Chrysler 200 Sales In Freefall, No Wonder Sergio Shut Down Production
News that 200 production would instantly end, albeit temporarily, was overshadowed by news that Fiat Chrysler Automobiles would, sooner than later, farm out the design and production of their small and intermediate cars to a rival automaker.
The Chrysler 200’s plant in Sterling, Michigan will undergo a six-week shutdown due to an inventory glut at dealers nationwide. Over the last three months, U.S. sales of the 200, FCA’s best-selling car in the United States in 2015, tumbled 46 percent to only 24,111 units, or about the number of Camrys Toyota sells every 18 days.
The rapid decline began in November, when 200 volume took a 28-percent dive. Only 10,332 200s were sold in November 2015, placing the 200 eighth in its category, down from sixth one year earlier.
200 sales in December then plunged 47 percent, a year-over-year loss of 7,650 sales during a month in which U.S. midsize car sales dropped by less than 1 percent.

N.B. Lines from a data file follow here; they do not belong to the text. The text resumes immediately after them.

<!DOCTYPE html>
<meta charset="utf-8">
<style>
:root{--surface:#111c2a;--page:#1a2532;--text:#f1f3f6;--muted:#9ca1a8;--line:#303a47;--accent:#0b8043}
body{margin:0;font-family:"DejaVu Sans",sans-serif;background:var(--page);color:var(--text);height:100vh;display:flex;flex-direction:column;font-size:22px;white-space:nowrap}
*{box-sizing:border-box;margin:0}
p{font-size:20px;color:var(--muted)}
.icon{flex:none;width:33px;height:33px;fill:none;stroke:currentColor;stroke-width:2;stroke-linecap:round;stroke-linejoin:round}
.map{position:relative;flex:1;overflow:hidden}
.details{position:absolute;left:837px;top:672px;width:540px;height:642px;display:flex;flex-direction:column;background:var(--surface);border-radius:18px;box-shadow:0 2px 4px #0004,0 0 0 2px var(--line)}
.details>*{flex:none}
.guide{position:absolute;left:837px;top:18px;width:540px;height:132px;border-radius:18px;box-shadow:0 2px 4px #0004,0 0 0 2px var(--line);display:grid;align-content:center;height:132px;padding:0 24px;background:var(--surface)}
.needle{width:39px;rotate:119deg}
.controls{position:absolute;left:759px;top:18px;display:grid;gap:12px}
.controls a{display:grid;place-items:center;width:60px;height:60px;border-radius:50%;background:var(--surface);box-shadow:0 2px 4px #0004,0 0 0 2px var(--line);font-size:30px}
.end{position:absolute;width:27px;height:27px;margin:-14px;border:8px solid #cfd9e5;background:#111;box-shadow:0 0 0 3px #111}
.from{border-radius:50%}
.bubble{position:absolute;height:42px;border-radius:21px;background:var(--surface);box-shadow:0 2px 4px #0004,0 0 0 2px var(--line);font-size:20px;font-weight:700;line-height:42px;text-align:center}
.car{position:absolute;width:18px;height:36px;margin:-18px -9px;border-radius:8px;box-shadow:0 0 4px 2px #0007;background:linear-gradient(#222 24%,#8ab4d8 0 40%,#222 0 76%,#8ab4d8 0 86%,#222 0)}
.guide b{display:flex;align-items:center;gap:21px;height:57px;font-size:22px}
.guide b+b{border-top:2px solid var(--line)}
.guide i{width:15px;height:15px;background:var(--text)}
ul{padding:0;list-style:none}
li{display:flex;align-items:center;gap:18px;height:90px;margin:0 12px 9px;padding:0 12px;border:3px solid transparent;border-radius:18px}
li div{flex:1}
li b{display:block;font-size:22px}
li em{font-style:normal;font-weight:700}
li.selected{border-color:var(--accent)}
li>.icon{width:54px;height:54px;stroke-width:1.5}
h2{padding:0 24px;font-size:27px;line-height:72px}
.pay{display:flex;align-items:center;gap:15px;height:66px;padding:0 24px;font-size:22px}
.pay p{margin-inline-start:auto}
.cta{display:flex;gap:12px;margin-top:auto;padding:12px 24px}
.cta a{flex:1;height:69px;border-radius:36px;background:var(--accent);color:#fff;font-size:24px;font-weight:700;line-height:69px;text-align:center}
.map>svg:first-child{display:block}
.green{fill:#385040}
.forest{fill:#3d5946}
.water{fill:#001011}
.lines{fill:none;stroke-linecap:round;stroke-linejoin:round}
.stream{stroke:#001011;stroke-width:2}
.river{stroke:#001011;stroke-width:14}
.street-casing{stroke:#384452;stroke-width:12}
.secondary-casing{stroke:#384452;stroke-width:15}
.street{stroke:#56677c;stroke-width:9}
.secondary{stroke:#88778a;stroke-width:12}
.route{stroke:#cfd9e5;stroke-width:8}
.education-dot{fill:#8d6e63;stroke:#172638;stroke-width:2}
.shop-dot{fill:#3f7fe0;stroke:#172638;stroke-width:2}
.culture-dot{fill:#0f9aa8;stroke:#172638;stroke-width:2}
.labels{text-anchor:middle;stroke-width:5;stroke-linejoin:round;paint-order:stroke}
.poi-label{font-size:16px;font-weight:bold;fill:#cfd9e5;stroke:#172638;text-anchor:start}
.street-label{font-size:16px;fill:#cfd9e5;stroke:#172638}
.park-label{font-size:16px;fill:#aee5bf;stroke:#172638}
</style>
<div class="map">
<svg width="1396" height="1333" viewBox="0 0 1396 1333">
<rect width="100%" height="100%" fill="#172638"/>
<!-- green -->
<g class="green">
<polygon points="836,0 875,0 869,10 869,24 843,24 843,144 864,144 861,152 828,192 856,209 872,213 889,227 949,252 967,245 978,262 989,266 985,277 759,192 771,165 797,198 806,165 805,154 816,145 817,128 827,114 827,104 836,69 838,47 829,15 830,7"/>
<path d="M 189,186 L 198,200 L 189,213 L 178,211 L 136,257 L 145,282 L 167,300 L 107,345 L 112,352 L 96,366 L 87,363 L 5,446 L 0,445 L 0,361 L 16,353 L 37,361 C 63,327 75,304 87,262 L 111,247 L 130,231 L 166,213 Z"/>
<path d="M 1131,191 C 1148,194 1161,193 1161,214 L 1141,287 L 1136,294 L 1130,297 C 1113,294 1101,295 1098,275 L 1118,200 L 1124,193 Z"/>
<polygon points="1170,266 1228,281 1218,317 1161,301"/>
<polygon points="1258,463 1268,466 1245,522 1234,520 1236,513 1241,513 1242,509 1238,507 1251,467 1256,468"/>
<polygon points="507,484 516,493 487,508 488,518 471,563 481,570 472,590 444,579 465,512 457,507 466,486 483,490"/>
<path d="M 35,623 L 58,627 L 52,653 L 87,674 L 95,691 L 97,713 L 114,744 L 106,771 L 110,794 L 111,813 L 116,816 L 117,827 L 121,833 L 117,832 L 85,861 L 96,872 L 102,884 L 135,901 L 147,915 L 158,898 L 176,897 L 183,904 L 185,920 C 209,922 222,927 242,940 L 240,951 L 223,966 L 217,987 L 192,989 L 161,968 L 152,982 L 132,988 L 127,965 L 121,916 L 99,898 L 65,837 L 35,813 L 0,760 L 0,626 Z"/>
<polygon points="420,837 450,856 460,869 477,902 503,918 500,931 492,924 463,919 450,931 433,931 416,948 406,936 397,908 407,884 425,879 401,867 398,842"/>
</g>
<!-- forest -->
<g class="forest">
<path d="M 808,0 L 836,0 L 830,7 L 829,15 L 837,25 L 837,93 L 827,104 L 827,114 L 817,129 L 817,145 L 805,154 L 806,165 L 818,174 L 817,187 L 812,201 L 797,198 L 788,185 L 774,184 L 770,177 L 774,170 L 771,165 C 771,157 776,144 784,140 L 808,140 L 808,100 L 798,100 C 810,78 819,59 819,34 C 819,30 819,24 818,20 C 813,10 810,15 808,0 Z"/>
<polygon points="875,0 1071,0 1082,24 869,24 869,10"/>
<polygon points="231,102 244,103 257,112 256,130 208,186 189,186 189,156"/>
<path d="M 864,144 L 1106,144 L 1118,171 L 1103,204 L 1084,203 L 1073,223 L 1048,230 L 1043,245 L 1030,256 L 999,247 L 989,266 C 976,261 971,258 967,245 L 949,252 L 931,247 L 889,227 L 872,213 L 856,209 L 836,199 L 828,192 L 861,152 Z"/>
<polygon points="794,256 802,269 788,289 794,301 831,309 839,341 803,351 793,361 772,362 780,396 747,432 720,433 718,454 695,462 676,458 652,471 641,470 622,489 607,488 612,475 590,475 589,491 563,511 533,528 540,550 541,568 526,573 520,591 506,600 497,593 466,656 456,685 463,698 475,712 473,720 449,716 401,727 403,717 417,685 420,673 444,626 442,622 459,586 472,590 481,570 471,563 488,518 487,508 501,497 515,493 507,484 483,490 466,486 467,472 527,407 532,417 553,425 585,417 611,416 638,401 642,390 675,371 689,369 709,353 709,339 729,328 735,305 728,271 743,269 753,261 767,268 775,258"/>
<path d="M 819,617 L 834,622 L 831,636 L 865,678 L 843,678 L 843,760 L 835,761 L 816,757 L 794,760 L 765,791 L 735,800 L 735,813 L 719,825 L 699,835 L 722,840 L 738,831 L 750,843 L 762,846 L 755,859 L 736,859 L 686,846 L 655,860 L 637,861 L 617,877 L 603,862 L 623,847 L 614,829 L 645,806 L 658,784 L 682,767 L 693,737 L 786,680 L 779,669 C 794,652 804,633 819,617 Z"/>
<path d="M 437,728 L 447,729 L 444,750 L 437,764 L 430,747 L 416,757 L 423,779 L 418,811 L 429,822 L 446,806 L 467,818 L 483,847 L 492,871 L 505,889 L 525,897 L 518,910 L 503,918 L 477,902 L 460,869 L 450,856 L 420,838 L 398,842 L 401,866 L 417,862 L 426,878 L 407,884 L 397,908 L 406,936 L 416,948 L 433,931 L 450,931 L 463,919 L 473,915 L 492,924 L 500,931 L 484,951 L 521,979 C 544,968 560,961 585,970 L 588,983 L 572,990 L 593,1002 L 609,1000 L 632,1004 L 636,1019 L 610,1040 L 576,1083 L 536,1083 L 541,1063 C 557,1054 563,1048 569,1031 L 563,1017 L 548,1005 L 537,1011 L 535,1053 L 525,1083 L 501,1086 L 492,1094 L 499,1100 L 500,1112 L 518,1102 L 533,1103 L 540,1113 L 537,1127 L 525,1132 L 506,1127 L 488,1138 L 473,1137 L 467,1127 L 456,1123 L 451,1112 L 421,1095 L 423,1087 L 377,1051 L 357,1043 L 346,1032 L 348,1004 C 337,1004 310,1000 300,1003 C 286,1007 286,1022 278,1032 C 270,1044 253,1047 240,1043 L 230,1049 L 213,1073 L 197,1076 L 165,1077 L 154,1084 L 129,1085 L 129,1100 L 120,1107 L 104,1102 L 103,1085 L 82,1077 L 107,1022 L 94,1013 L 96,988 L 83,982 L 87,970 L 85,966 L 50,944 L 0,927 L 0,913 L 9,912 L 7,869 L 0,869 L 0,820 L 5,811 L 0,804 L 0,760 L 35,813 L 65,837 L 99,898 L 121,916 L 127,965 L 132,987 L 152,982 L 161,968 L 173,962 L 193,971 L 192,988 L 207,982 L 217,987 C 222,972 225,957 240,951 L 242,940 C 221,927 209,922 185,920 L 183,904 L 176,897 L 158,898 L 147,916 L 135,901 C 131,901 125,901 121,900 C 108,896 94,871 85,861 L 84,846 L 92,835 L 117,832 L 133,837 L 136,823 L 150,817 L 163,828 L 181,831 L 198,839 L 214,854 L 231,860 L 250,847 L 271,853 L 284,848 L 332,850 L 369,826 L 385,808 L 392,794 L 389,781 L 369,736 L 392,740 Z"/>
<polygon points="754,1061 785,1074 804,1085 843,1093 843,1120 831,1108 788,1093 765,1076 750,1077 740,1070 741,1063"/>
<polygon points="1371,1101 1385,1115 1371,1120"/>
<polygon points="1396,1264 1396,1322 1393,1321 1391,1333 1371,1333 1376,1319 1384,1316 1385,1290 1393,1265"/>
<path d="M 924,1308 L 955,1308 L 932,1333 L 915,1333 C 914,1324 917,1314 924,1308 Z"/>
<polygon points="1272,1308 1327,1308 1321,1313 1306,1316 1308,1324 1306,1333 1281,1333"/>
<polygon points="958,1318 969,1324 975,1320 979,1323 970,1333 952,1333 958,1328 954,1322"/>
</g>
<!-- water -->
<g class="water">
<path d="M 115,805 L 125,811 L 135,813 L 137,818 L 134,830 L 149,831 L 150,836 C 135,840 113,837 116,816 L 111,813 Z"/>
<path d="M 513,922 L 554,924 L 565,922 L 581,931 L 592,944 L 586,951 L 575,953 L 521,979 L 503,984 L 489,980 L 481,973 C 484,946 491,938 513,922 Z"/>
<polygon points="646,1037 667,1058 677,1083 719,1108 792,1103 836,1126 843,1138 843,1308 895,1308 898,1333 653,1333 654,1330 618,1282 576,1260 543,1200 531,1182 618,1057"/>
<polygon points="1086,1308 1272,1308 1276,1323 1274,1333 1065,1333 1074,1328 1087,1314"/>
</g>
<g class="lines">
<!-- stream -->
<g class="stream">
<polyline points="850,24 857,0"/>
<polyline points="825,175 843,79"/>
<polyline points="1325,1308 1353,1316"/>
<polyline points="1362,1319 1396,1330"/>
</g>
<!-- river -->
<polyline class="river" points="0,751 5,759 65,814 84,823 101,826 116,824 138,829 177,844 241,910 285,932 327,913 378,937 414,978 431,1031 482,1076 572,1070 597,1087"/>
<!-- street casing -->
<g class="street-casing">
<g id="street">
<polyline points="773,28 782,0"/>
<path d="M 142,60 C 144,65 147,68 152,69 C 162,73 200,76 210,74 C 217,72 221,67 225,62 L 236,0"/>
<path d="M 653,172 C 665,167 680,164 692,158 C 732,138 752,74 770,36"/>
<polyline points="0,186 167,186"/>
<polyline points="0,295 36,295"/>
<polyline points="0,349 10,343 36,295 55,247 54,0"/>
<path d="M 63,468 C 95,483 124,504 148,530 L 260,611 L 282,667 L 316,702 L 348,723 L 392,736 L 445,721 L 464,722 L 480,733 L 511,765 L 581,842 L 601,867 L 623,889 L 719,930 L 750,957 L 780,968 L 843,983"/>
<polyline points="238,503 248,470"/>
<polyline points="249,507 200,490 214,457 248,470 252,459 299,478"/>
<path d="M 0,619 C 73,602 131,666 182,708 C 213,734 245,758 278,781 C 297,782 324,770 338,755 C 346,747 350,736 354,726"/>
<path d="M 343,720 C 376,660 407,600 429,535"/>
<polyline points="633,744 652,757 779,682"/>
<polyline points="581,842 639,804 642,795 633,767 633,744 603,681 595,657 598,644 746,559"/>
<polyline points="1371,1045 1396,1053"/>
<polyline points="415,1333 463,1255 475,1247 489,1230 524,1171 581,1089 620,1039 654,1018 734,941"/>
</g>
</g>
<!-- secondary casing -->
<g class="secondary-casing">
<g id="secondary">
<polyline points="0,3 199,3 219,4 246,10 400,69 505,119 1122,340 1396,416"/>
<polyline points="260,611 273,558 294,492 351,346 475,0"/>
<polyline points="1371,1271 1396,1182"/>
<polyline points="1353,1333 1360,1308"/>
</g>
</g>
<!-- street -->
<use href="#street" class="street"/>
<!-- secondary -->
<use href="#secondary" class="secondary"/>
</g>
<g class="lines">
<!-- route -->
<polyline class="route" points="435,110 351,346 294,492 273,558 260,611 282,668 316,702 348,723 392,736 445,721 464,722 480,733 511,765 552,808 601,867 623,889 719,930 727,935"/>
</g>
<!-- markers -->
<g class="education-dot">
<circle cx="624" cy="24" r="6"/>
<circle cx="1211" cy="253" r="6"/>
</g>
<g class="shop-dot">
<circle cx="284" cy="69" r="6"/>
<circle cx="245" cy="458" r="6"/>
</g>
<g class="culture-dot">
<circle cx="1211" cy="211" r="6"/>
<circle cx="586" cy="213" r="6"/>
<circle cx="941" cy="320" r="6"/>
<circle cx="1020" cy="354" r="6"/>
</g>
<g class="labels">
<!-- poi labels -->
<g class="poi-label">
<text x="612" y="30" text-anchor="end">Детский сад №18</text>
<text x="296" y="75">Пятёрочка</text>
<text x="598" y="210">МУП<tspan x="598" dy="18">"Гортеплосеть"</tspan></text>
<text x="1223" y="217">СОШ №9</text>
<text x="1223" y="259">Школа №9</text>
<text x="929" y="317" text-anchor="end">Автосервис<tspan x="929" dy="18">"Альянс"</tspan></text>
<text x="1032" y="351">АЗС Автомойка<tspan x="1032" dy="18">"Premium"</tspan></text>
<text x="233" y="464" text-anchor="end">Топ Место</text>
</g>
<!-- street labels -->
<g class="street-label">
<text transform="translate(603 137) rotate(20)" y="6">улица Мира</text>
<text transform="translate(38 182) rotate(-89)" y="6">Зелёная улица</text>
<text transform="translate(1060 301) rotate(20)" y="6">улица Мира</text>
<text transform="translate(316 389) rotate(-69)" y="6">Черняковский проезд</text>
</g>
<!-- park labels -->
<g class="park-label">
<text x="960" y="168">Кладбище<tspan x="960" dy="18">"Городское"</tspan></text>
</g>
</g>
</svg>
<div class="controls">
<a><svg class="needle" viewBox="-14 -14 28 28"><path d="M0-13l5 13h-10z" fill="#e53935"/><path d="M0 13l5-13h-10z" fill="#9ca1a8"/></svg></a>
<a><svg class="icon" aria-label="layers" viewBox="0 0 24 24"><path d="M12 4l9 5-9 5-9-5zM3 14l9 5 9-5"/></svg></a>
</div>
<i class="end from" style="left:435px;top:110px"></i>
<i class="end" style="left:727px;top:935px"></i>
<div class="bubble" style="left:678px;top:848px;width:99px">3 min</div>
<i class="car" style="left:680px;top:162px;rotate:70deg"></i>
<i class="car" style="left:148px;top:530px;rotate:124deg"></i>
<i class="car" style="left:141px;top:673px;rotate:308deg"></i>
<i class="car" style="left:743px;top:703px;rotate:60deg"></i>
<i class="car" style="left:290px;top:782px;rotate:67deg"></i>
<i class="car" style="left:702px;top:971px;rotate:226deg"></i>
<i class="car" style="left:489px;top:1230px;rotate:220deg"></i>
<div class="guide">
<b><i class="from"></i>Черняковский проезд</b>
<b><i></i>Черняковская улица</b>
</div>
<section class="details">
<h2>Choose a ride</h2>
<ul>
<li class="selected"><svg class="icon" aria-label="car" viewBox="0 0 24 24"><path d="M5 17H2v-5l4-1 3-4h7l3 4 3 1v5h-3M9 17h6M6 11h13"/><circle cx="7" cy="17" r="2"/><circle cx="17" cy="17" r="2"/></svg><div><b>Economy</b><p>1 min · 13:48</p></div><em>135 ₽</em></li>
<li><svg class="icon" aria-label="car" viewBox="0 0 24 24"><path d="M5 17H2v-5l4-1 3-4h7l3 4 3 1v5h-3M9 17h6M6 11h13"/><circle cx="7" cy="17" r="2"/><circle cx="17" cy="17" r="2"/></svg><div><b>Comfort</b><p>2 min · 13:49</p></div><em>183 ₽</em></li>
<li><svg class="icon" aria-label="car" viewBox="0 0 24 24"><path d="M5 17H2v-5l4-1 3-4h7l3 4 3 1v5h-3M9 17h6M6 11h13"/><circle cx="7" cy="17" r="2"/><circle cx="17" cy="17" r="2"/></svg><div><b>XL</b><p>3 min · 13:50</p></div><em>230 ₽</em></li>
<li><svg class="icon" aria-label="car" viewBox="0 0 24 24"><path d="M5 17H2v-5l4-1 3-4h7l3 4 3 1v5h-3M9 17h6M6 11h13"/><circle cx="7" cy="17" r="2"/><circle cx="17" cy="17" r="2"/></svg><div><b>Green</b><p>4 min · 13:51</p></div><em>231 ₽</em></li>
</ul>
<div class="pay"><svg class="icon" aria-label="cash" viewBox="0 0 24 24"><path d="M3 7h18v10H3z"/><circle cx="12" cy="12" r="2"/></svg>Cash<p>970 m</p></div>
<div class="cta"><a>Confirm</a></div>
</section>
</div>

The beginning of 2016 brought even worse results for the 200, as sales in January slid 63 percent in the U.S. Eleven different FCA products, including the Dodge Charger and soon-to-depart Town & Country, generated greater January sales. Not since the 200 was transitioning out of post-Sebring form into its current generation have sales of the 200 been this low. The new car peaked at more than 20,000 sales last May, when more than 8 percent of the midsize cars sold in America were Chryslers. Last month, the 200 claimed just 3.5 percent market share as midsize car volume slid nearly 7 percent in the U.S.
The current 200 met success quickly, though that success was overstated by year-over-year comparisons which took into account the oft-loathed old Sebring/200’s poor sales achievements late in its lifecycle. Bargain pricing on the current 200 early in its lifecycle also strengthened the collective consumer notion that Chrysler isn’t a serious midsize player. If even Chrysler didn’t think it was worth as much when brand new, why should the consumer consider it a worthy alternative for the Camry and Accord?
Moreover, though FCA was able to overcome the loss of the 200’s Dodge Avenger partner with ease at first, the midsize gains accomplished by the automaker weren’t quite as impressive as the 200’s own figures made them seem. In October of last year, for instance, prior to the sharp decline of the last three months, total sales of the 200 rose 2 percent, but combined sales of the 200 and Avenger were actually down 8 percent. Indeed, one month earlier, 200/Avenger volume was down 10 percent.
Yes, the Chrysler 200’s 2015 tally revealed a massive 52-percent year-over-year improvement. Yet compared with 2013, U.S. sales of FCA’s midsize duo were down 17 percent in calendar year 2015.
Now, Fiat Chrysler is looking out a winter window in which thousands of 200s need to be offloaded from dealers before production can be kickstarted again. As of New Year’s Day, Automotive News estimates FCA’s U.S. dealers had more than 45,000 200s in stock. Approximately 12 percent of those cars left dealers in January.
Making the clear-out more challenging is a general move away from passenger cars into SUVs and crossovers, a trend made most obvious by FCA’s own Jeep division. January sales at Jeep jumped 15 percent. The Cherokee outsold the 200 by more than three to one. The Dodge Journey outsold the 200 by a 3,256-unit margin. Poor reviews of the 200 from Consumer Reports and general criticism of the 200’s 9-speed automatic transmission do the car no favours, either.
After successive generations of small and midsize car failures, it’s no wonder that FCA boss Sergio Marchionne has no intention of funding the development of more such cars in the near future. Fewer than one in five FCA U.S. sales in January were car-derived. The 200 and Dart, the latter having fallen 42 percent to only 4,748 sales last month, produced only 8 percent of the automaker’s sales. Despite competing in the two largest passenger car sectors in the country, the 200 and Dart generated only one-third of the company’s car sales last month.
Do numbers lie? In this case, the numbers simply make a solitary request of FCA: Give up.